Johannesburg – The Ahmed Kathrada Foundation and the SACP will hold a joint memorial for struggle stalwart Ahmed Kathrada on Saturday at the Johannesburg City Hall at 14:00, they said on Friday evening in Houghton, Johannesburg.

The foundation and the party were addressing the indefinite postponement of Ahmed Kathrada's state memorial service which was due to take place on Saturday morning, as well as the Cabinet reshuffle that was announced in the early hours of Friday morning by President Jacob Zuma.

CEO of the Ahmed Kathrada Foundation Neeshan Balton said the postponement of the memorial by the state was made known to then through a one-liner. Balton said the postponement was totally unacceptable and deprived South Africans, as well as the state, of a chance to pay tribute to Kathrada's memory.

"We are shocked and deeply saddened by the announcement that the memorial has been postponed indefinitely. There was no consultation with Barbara Hogan, the Nelson Mandela Foundation, or the Ahmed Kathrada Foundation," he said.

In a scathing address, Barbara Hogan said that the abrupt decision was a sign that the "inept president who has clearly gone rogue" chose to pursue his personal interest. 

"The president is willing to push ahead with his agenda of following his own self-interest at the expense of the interests of the country. Our country is not for sale. Could they not have held off with their deeds?" asked an angry Hogan.

Barbara Hogan during the press conference. (Cornel van Heerden, Netwerk24)

Hope for consultation

"We can't stop government from doing whatever it wants, but we will be proceeding with our own memorial service," said Balton.

He also mentioned that the foundation was open to working with the state to hold a memorial service for Kathrada.

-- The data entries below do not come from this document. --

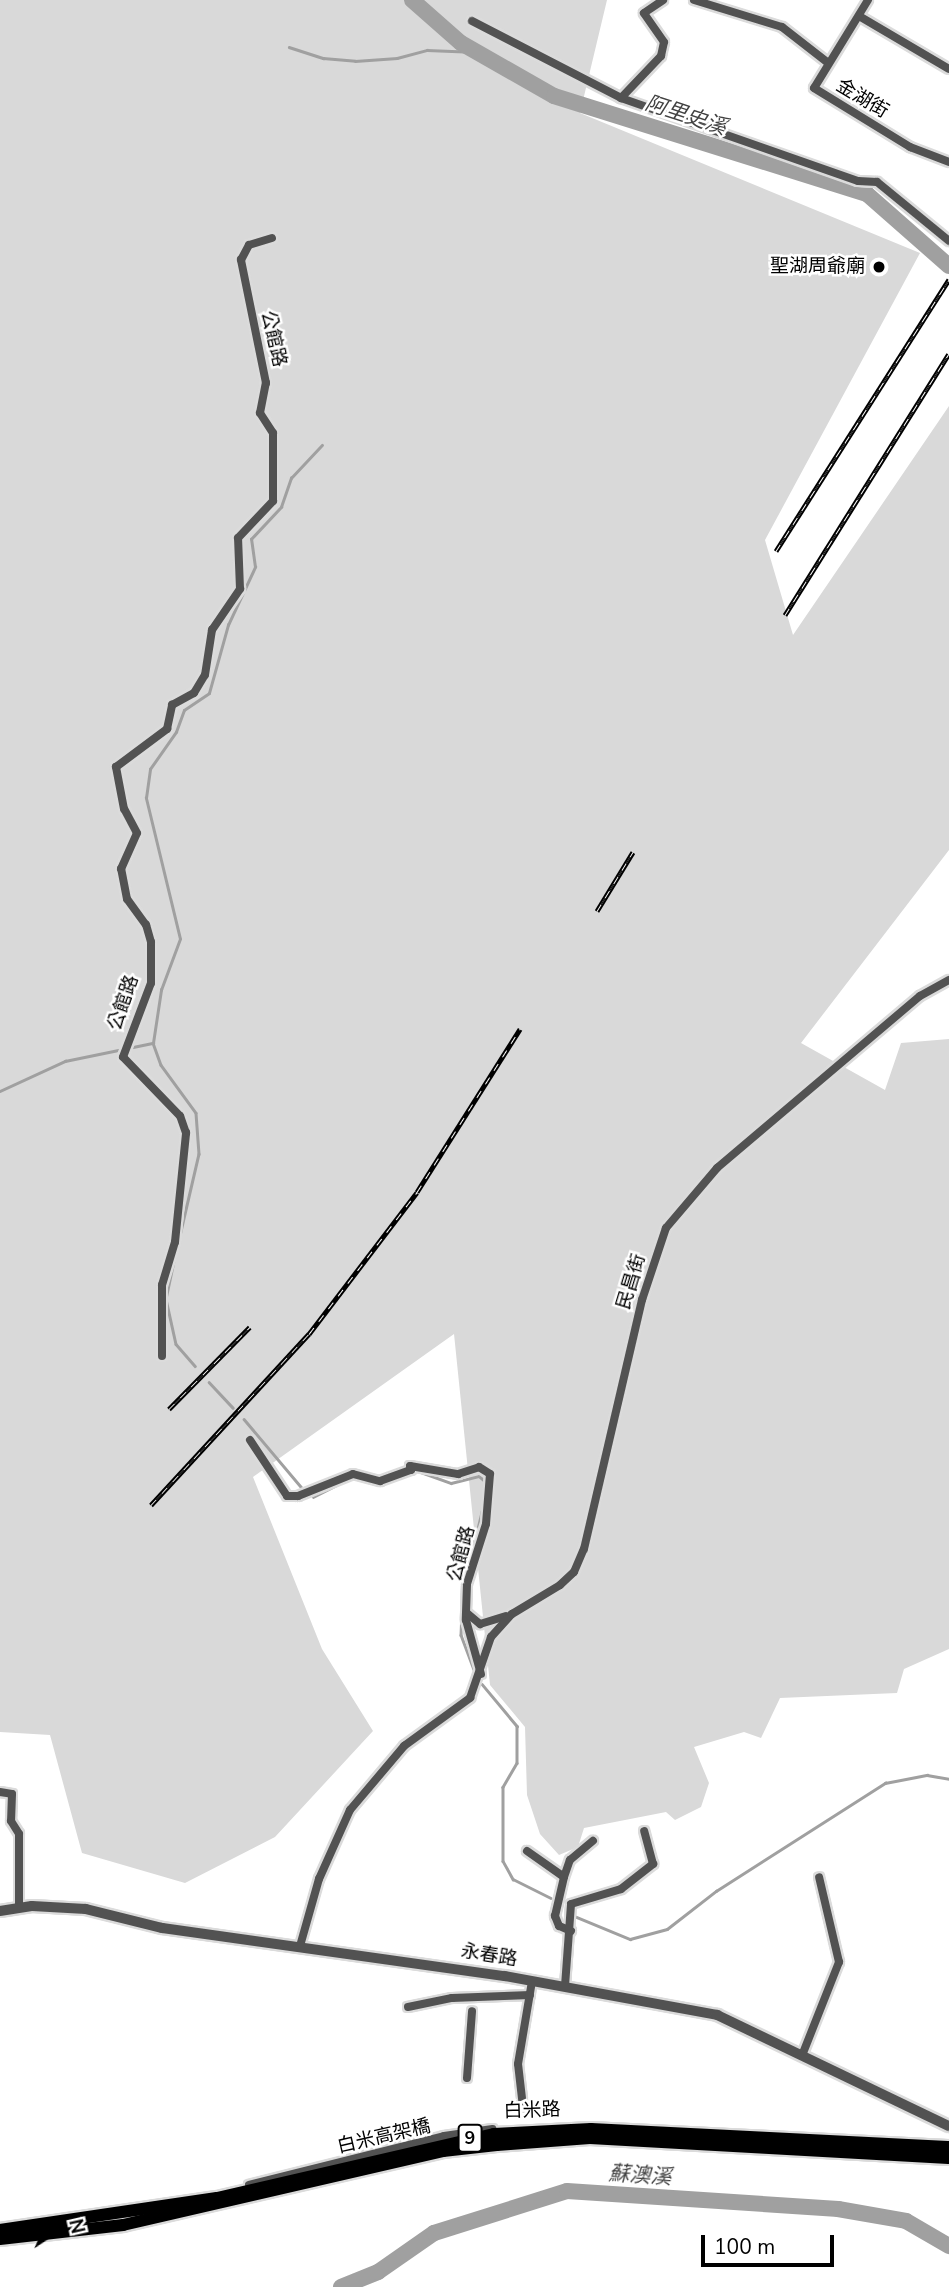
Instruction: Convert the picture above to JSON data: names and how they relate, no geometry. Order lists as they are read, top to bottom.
{
  "streets": {
    "main road": ["白米高架橋", "9"],
    "street": [
      "金湖街",
      "公館路",
      "民昌街",
      "永春路",
      "白米路"
    ]
  },
  "crossings": [
    ["公館路", "民昌街"],
    ["白米路", "白米高架橋"]
  ],
  "water": ["阿里史溪", "蘇澳溪"],
  "places": ["聖湖周爺廟"],
  "scale_bar": "100 m",
  "north": "right"
}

"Should it come at some point that the government wants to do something with us, we hope that they will consult with us, and should we find that what they are proposing is acceptable, we might do it," he said.

The briefing comes a year after Kathrada wrote a letter to President Jacob Zuma asking him to step down.  

The letter was apparently penned after "Mr K", as his wife affectionately called him, felt compelled to speak out about what he felt was wrong with the ANC.

Kathrada died on Tuesday morning, and his funeral service was held at West Park cemetery in Johannesburg on Wednesday.